Wall Street was having a very good day yesterday, right up until late in the afternoon. Most of the major indexes closed up, but the Dow Jones Industrial Average slid about 700 points in the last hour of trading, and it was likely a single press release had a lot to do the slide.

A trio of Republican senators -- Lindsey Graham (S.C.) Ben Sasse (Neb.), and Tim Scott (S.C.) -- said they'd discovered a "drafting error" in the economic rescue package negotiated by Senate leaders and the Trump administration. The GOP lawmakers, who were soon joined by Sen. Rick Scott (R-Fla.), pointed specifically to expanded unemployment insurance, which they said was too generous to many lower-income workers who'd lost their jobs as a result of the coronavirus crisis.

There was, of course, no mistake. These Republicans were simply prepared to hold up the bipartisan plan in the hopes of scaling back some of the aid to those who'd been laid off. All of a sudden, passage of the $2.2 trillion bill was in doubt.

Last night, however, cooler heads prevailed.

The Senate overwhelmingly passed a massive stimulus package late Wednesday meant to soften the economic blow of the coronavirus pandemic for American workers and businesses. The bill includes billions of dollars in credit for struggling industries, a significant boost to unemployment insurance and direct cash payments to Americans.

Sasse did propose an amendment to scale back provisions related to unemployment aid, and Republicans voted for the change, but it needed 60 votes and received 48. Soon after, the chamber advanced the package unanimously, with a vote just before midnight. Senators then left the Capitol, and they're unlikely to return before April 20.

There are plenty of worthwhile and detailed overviews of the legislation's main provisions, and by most measures, it's likely to do a significant amount of good, at least in the short-term.

But first, it'll have to clear the House, which may be trickier than it sounds.

According to the House Democratic leadership, the plan is to pass the economic plan tomorrow, sending it to the White House for Donald Trump's signature.
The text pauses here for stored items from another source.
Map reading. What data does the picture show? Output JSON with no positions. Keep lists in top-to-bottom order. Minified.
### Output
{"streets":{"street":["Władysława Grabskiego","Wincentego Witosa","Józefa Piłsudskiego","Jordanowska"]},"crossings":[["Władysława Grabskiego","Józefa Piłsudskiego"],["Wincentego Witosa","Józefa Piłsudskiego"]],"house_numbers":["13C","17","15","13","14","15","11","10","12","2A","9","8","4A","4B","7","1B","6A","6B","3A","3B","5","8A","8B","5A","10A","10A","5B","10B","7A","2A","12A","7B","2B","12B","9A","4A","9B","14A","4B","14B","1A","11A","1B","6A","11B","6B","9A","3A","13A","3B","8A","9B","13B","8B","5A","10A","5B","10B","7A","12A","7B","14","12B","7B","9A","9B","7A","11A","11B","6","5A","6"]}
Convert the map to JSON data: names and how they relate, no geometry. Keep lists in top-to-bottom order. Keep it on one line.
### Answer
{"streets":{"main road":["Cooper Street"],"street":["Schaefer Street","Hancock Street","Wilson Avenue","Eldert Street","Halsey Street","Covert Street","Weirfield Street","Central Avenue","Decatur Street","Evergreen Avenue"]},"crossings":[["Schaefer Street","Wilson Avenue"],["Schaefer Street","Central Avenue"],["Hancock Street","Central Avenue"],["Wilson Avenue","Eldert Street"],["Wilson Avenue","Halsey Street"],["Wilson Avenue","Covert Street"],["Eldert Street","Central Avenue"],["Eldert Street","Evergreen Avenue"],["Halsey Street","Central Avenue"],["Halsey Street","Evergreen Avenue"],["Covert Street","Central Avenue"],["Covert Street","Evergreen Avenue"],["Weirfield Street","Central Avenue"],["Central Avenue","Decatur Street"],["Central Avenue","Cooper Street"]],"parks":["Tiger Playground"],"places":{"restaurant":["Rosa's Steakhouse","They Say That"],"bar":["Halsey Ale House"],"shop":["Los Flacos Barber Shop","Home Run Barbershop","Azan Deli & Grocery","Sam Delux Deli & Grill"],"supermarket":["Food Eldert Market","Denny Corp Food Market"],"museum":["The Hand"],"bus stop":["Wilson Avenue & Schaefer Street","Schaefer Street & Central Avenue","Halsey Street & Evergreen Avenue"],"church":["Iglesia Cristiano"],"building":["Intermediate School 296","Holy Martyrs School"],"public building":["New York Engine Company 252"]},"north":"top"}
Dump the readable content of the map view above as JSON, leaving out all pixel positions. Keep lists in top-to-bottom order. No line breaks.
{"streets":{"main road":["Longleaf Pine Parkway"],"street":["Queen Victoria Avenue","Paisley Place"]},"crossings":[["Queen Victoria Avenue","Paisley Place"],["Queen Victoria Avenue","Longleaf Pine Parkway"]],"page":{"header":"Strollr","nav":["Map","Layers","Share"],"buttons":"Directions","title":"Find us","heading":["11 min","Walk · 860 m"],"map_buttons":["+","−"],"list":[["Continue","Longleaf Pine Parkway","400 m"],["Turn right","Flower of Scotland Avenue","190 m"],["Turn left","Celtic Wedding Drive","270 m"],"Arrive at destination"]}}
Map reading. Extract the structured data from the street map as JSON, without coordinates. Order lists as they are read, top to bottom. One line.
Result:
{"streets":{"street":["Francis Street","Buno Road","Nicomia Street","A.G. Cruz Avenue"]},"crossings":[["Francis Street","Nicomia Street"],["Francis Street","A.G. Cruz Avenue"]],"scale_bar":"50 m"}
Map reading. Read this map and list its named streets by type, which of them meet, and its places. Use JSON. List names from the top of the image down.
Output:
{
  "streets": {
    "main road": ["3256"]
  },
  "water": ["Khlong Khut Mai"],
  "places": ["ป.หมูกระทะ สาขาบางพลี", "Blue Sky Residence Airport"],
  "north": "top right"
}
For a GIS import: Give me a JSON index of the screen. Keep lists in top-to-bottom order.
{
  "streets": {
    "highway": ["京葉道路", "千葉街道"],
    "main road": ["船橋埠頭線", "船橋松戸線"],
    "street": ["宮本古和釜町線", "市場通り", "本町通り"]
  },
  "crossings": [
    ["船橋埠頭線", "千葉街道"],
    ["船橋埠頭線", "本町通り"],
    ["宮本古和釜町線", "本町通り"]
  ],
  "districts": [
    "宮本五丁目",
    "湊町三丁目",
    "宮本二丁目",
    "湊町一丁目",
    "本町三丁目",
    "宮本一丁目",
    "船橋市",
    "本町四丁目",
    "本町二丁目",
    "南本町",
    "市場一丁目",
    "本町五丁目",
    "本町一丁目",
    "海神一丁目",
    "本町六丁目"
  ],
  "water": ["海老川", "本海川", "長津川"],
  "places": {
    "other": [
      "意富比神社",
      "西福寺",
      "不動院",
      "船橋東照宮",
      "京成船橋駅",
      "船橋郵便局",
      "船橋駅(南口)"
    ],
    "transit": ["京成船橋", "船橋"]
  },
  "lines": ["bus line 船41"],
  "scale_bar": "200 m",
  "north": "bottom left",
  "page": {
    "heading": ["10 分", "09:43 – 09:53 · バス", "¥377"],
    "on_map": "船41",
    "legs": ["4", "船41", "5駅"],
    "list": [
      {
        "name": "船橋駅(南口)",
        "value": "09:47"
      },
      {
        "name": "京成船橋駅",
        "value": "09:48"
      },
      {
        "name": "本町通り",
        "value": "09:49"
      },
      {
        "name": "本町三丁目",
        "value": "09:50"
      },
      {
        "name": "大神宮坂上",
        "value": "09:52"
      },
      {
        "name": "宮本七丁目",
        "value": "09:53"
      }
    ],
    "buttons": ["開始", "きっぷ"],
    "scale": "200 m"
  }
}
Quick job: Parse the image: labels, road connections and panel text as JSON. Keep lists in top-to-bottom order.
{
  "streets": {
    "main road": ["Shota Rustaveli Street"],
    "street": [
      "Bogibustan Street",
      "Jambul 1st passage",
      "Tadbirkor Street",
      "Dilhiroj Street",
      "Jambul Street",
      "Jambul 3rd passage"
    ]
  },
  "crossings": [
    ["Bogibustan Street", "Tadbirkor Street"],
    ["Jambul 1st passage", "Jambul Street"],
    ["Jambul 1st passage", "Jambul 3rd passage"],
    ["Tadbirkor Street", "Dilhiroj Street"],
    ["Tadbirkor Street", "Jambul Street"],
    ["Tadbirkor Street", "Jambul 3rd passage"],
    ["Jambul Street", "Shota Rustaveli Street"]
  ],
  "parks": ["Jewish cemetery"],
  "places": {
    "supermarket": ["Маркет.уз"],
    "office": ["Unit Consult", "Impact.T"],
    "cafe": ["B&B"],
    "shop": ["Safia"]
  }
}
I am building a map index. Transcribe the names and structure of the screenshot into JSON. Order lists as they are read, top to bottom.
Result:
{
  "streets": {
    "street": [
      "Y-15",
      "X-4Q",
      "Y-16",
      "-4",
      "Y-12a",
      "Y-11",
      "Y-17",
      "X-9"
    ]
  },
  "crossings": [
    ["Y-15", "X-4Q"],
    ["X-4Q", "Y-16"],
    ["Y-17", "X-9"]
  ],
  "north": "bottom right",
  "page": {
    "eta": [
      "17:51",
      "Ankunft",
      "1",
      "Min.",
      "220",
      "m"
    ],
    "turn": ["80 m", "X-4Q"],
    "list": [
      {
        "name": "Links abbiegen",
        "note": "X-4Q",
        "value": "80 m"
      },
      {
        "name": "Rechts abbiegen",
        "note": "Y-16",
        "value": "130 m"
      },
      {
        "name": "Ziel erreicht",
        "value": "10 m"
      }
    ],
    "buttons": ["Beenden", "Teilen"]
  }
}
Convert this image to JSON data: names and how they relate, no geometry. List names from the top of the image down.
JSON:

The difficult part is figuring out how to pass it in a chamber where many members are already out and unavailable to vote, especially after their recent interactions with two lawmakers who've since tested positive for COVID-19.

House Speaker Nancy Pelosi (D-Calif.) yesterday suggested a vote by unanimous consent won't have the necessary support, but advancing the bill by way of a voice vote is an option. The Republican leadership, at least as of yesterday afternoon, was on board with the approach.

Watch this space.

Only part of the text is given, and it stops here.